Ndaleni, who has cooked for celebrities in the States for
a number of years, aims to replicate this authenticity in his creation featuring
on the Radisson hotel’s menu this summer.
It depends on who you ask, of course, but most agree
that the origins of the fish taco can be traced to Mexico’s Baja Peninsula.
Centuries ago locals met Asian traders who introduced
them to deep-frying techniques, a game-changer that enabled them to combine
battered local fish and their beloved tortillas.
The legend goes that it was San Diego native and
surfer Ralph Rubio who “discovered” fish tacos and brought them to the rest of
the world in the 1980s.
In an interview with On the Water magazine this
year, he told how he had encountered a man selling beer-battered fish and
tortillas in the Bajan village of San Felipe, when the area was still largely
unknown to people outside Mexico.
The trader on the beach was happy to write down the
recipe and when Rubio returned to San Diego, residents were introduced to this
exciting new taste.
The secret to the dish was the batter, which comprised
beer, mustard powder, garlic powder, oregano and black pepper.
As it so often is when it comes to food, there will
always be debates around what makes the perfect fish taco too.
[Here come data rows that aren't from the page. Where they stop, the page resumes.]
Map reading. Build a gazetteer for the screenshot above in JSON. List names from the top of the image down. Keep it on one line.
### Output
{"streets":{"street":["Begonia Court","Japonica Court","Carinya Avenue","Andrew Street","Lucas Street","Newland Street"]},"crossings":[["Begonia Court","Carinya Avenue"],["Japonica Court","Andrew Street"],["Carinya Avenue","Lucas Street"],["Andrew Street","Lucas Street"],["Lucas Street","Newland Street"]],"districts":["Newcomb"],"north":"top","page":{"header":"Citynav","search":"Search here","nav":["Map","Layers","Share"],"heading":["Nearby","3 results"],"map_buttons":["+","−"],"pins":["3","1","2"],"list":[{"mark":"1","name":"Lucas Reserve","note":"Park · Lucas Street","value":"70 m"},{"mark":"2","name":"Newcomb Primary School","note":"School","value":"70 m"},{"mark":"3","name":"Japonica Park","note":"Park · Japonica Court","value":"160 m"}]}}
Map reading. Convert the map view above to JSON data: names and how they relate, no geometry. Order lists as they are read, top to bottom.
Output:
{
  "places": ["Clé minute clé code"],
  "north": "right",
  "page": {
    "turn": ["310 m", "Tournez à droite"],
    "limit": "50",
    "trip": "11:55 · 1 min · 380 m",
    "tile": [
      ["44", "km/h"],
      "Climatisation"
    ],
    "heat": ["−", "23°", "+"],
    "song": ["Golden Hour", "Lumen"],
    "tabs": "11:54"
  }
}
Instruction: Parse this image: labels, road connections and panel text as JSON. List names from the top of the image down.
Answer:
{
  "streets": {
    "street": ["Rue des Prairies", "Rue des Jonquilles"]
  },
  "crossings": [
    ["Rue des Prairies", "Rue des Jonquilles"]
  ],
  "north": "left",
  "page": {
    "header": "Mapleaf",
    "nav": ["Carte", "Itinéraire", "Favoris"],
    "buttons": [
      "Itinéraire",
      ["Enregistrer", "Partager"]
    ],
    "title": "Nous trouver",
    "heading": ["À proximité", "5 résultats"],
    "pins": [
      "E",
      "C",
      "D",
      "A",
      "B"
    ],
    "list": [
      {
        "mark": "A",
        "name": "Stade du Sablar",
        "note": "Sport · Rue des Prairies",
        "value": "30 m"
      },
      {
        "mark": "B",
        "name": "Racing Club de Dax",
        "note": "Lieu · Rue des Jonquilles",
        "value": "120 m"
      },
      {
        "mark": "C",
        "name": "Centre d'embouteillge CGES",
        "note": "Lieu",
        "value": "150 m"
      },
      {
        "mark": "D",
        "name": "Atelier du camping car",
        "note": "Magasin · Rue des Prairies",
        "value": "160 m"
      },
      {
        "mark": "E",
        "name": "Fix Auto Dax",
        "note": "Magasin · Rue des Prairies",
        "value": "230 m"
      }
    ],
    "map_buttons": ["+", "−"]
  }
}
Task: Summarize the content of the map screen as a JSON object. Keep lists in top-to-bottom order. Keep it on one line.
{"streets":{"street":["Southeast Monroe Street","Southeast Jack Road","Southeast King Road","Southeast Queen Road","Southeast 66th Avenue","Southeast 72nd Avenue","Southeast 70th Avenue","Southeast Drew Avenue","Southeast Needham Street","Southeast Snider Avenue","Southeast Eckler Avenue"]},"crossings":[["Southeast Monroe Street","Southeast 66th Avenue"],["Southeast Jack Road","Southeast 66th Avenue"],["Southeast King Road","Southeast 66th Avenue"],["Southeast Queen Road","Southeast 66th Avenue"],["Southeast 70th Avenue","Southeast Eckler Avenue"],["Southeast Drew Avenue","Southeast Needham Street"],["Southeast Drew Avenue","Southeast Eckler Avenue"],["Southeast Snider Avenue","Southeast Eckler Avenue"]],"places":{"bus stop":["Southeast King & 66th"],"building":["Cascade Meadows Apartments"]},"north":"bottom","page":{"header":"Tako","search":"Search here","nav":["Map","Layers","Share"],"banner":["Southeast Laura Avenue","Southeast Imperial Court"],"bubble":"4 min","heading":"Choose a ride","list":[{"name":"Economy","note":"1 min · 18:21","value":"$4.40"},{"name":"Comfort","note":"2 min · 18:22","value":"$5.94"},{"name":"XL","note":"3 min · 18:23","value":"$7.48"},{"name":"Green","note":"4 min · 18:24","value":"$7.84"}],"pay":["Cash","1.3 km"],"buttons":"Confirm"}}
Is it the
batter, its originality or the infusion of new flavours that innovators love
but traditionalists hate?
The best placed South African to answer these
questions is perhaps Ndaleni
with his first-hand experience
of America’s fish taco fixation.
“You need your ingredients to be fresh and the spices
are what give the tacos their flavour.”
Together with Radisson Blu executive chef Tyran Vaghi,
he has produced blackened fish tacos with mango and pineapple for the season.
He brings together a range of spices – including ancho
chilli, ground cumin, dried oregano and cayenne pepper – for the rub in his own
dish.
The combination, he found, gives the taco the
authenticity it needs.
While Ndaleni is humble by nature, even he believes the
offering must be a contender for the country’s greatest fish taco.
Before deciding on the make-up of his version, he
travelled around the republic sampling different variations of the North American
favourite.
Nowhere had he come across that distinctive flavour
that made the Mexican taco what it was.
Research completed, he and Vaghi spent months testing
different combinations before settling on what now features on the menu.
“The reason we did this is because we want our guests
to be reminded of home. At the same time, we want our locals to be able to
taste the world,” Ndaleni said.
“It’s the best taco I’ve tasted [in SA].”